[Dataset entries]
____________

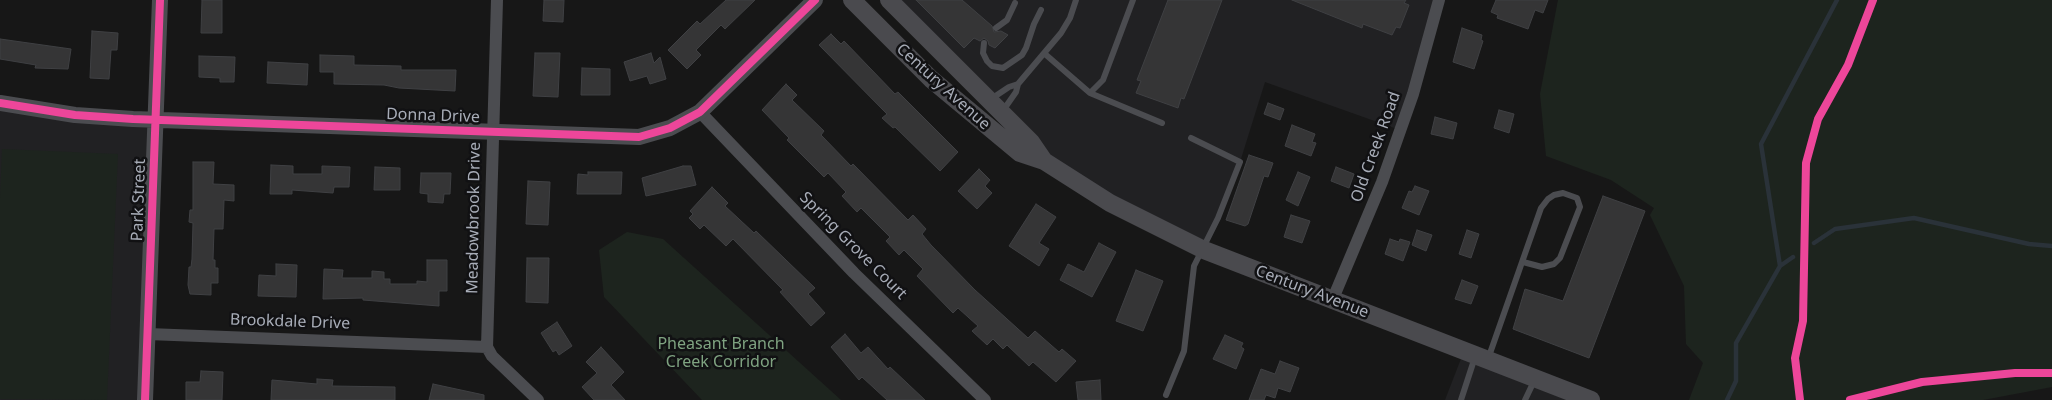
<!DOCTYPE html>
<style>
body{margin:0}
canvas{display:block;background:#171717}
</style>
<canvas width="2052" height="400"></canvas>
<script>
const ctx = document.querySelector('canvas').getContext('2d');
ctx.lineJoin = 'round';
function fill(path, color) {
  ctx.fillStyle = color;
  ctx.fill(path, 'evenodd');
}
function toPath(rows) {
  const path = new Path2D();
  for (const r of rows) {
    path.moveTo(r[0], r[1]);
    for (let i = 2; i < r.length; i += 2) path.lineTo(r[i], r[i + 1]);
  }
  return path;
}
function strokePath(path, color, width, dash) {
  ctx.strokeStyle = color;
  ctx.lineWidth = width;
  ctx.lineCap = dash ? 'butt' : 'round';
  ctx.setLineDash(dash || []);
  ctx.stroke(path);
}
function write(font, color, halo, rows, align = 'center') {
  ctx.font = font + ' "Noto Sans",sans-serif';
  ctx.lineWidth = 5;
  ctx.setLineDash([]);
  ctx.textBaseline = 'middle';
  ctx.strokeStyle = halo;
  ctx.fillStyle = color;
  for (const [text, x, y, turn = 0] of rows) {
    ctx.save();
    ctx.translate(x, y);
    ctx.rotate((+turn || 0) * Math.PI / 180);
    ctx.textAlign = isNaN(turn) ? turn : align;
    if (halo) ctx.strokeText(text, 0, 0);
    ctx.fillText(text, 0, 0);
    ctx.restore();
  }
}
fill(toPath([
 [889,0,1439,0,1400,130,1265,82,1240,162,1204,250,1084,188],
 [0,103,155,120,145,400,0,400],
 [1464,351,1584,400,1445,400]
]), '#212123');
fill(toPath([
 [1558,0,2052,0,2052,387,1983,400,1689,400,1703,363,1686,344,1684,286,1650,215,1654,208,1611,180,1546,156,1540,94],
 [2,149,118,154,107,400,0,399,0,198],
 [627,232,663,239,841,400,702,400,604,297,599,250]
]), '#1d241e');
strokePath(toPath([
 [1814,243,1835,229,1914,218,2029,244,2052,246],
 [1780,266,1793,257],
 [1727,400,1736,381,1736,343,1780,266,1761,144,1837,0]
]), '#2a3239', 4.5);
const building = toPath([
 [202,0,222,0,222,33,201,33,202,0],
 [544,0,564,0,563,22,543,21,544,0],
 [726,0,755,0,725,29,721,25,696,50,701,55,687,69,668,50,697,21,700,24,726,0],
 [916,0,962,0,992,26,994,32,1001,31,1008,35,995,48,989,45,988,41,984,38,980,41,974,38,964,48,916,0],
 [1168,0,1222,0,1184,99,1181,98,1178,108,1136,93,1141,81,1137,80,1168,0],
 [1292,0,1406,0,1404,3,1409,5,1400,28,1396,27,1392,35,1363,24,1362,28,1292,0],
 [1496,0,1548,0,1543,13,1535,10,1528,29,1497,18,1498,15,1491,12,1496,0],
 [1462,28,1482,35,1481,40,1483,41,1474,69,1453,62,1462,28],
 [92,31,118,33,117,50,111,50,109,79,90,78,92,31],
 [831,34,841,44,844,41,895,94,898,92,958,152,940,171,895,127,893,128,882,118,887,114,819,45,831,34],
 [0,39,71,49,68,69,35,68,36,65,0,59,0,39],
 [535,53,560,53,558,97,533,96,535,53],
 [651,53,654,63,660,57,666,79,650,84,647,76,630,81,624,62,651,53],
 [320,55,354,56,354,65,401,66,401,70,456,70,455,91,399,88,384,85,334,84,334,72,320,72,320,55],
 [199,56,235,57,234,82,220,82,220,78,199,77,199,56],
 [268,62,308,64,307,85,267,83,268,62],
 [582,68,610,69,610,95,581,95,582,68],
 [786,84,797,95,792,100,824,131,821,135,851,166,853,164,908,220,913,215,926,229,922,234,931,245,975,290,1028,338,1035,331,1059,352,1062,349,1076,361,1056,382,1033,362,1029,366,1007,345,1003,349,993,339,987,345,972,331,978,326,958,308,953,313,917,276,923,269,904,250,899,255,886,241,890,237,861,208,857,212,842,196,846,192,828,173,824,177,787,140,789,138,762,110,786,84],
 [1268,103,1284,109,1280,120,1264,114,1268,103],
 [1499,110,1514,114,1509,133,1494,128,1499,110],
 [1435,117,1457,123,1453,139,1431,134,1435,117],
 [1292,125,1315,134,1312,142,1316,143,1311,156,1285,146,1292,125],
 [1249,155,1273,163,1268,177,1264,176,1248,224,1245,226,1226,220,1249,155],
 [193,162,214,162,213,184,234,185,234,201,224,200,223,229,214,229,213,260,215,260,215,268,218,268,218,283,211,283,211,295,190,294,188,285,189,267,191,267,192,259,193,223,189,222,190,210,193,210,193,162],
 [271,165,293,166,293,174,322,174,322,166,350,167,349,187,334,187,333,193,292,190,292,194,270,194,271,165],
 [683,166,691,166,696,185,646,196,642,178,683,166],
 [375,167,400,168,400,190,374,190,375,167],
 [1336,167,1354,174,1349,188,1331,181,1336,167],
 [979,169,990,180,985,186,992,193,977,209,958,191,979,169],
 [588,172,622,172,621,194,577,194,578,174,588,175,588,172],
 [1298,172,1310,177,1298,206,1286,200,1298,172],
 [421,173,451,173,450,194,444,194,443,203,428,202,428,194,420,193,421,173],
 [528,181,550,182,548,225,526,224,528,181],
 [1415,186,1429,191,1419,215,1402,208,1409,191,1412,192,1415,186],
 [712,187,728,203,725,206,754,233,756,231,815,288,808,294,825,313,811,326,780,292,783,290,733,239,726,246,704,225,700,229,689,218,693,214,690,211,712,187],
 [1603,196,1645,211,1589,358,1513,329,1525,289,1563,301,1603,196],
 [1036,204,1056,217,1039,243,1049,249,1039,266,1009,246,1036,204],
 [1291,215,1310,221,1302,243,1284,237,1291,215],
 [1417,230,1432,235,1426,251,1412,245,1417,230],
 [1467,230,1479,234,1471,258,1459,254,1467,230],
 [1390,239,1399,242,1400,239,1410,242,1403,261,1385,254,1390,239],
 [1099,243,1116,252,1092,297,1060,280,1068,264,1084,272,1099,243],
 [527,258,549,258,548,303,526,302,527,258],
 [427,260,447,260,447,291,439,291,439,306,363,300,363,298,323,299,324,269,343,270,342,278,372,278,372,271,384,272,384,279,390,279,390,284,417,284,417,281,427,282,427,260],
 [276,264,297,265,296,297,258,296,259,275,276,276,276,264],
 [1136,270,1163,281,1143,331,1116,321,1136,270],
 [1462,280,1478,286,1471,304,1455,299,1462,280],
 [557,322,572,346,559,355,556,350,553,352,541,333,557,322],
 [845,334,861,353,868,347,888,369,890,367,925,400,887,400,862,377,859,380,831,347,845,334],
 [1225,335,1243,343,1241,347,1244,349,1236,369,1213,359,1225,335],
 [601,347,624,372,611,385,625,400,594,400,582,387,597,373,586,362,601,347],
 [1280,361,1299,368,1290,392,1278,388,1275,398,1266,395,1264,400,1249,400,1261,369,1275,374,1280,361],
 [201,371,223,372,222,400,186,400,186,382,200,382,201,371],
 [317,379,333,380,332,386,395,387,395,400,271,400,272,380,317,384,317,379],
 [1100,380,1101,400,1078,400,1076,382,1100,380],
 [433,384,484,395,484,400,429,400,433,384]
]);
fill(building, '#353536');
strokePath(building, '#3f4043', 1);
strokePath(toPath([
 [996,28,1007,20,1015,3],
 [984,43,983,53,987,61,992,66,1003,68,1022,55,1026,48,1034,24,1041,10],
 [1045,54,1090,93,1162,123],
 [1090,93,1103,80,1133,0],
 [991,99,1009,87,1018,84],
 [1002,112,1016,92,1018,84,1061,33,1070,18,1076,0],
 [1488,359,1541,208,1548,199,1554,195,1563,193,1577,198,1580,207,1560,258,1554,264,1542,267,1523,262],
 [1166,395,1184,351,1194,266,1218,218,1240,162,1191,138],
 [1461,400,1475,357],
 [1525,400,1535,379]
]), '#4b4c50', 6);
strokePath(toPath([
 [700,112,854,273,985,400],
 [1332,301,1382,182,1413,94,1439,0],
 [148,334,487,347,492,356,538,400],
 [487,347,497,0]
]), '#4b4c50', 12);
strokePath(toPath([
 [0,103,75,115,133,119,639,137,670,128,700,112,815,0],
 [145,400,160,0]
]), '#4b4c50', 16);
strokePath(toPath([
 [852,0,931,79,1020,153,1044,161,1110,203,1204,250,1591,400],
 [889,0,1031,142,1044,161]
]), '#4a4a4e', 18);
strokePath(toPath([
 [0,103,75,115,133,119,639,137,670,128,700,112,815,0],
 [145,400,160,0],
 [1800,400,1795,358,1803,321,1806,163,1818,119,1848,65,1873,0],
 [1850,400,1922,382,2015,373,2052,373]
]), '#ed469a', 8);
write('16px', '#a8adb8', '#111113', [
 ["Century Avenue",943,87,42],
 ["Donna Drive",433,116,2],
 ["Old Creek Road",1376,147,-70],
 ["Park Street",139,200,-88],
 ["Meadowbrook Drive",474,218,-89],
 ["Spring Grove Court",853,246,45],
 ["Century Avenue",1312,292,21],
 ["Brookdale Drive",290,322,2]
]);
write('16px', '#7fa381', '#111113', [
 ["Pheasant Branch",721,344],
 ["Creek Corridor",721,362]
]);
</script>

____________

PROBLEM TO SOLVE: Copy out every line of the records that the string "Century" appears in.

EXPECTED OUTPUT:
 ["Century Avenue",943,87,42],
 ["Century Avenue",1312,292,21],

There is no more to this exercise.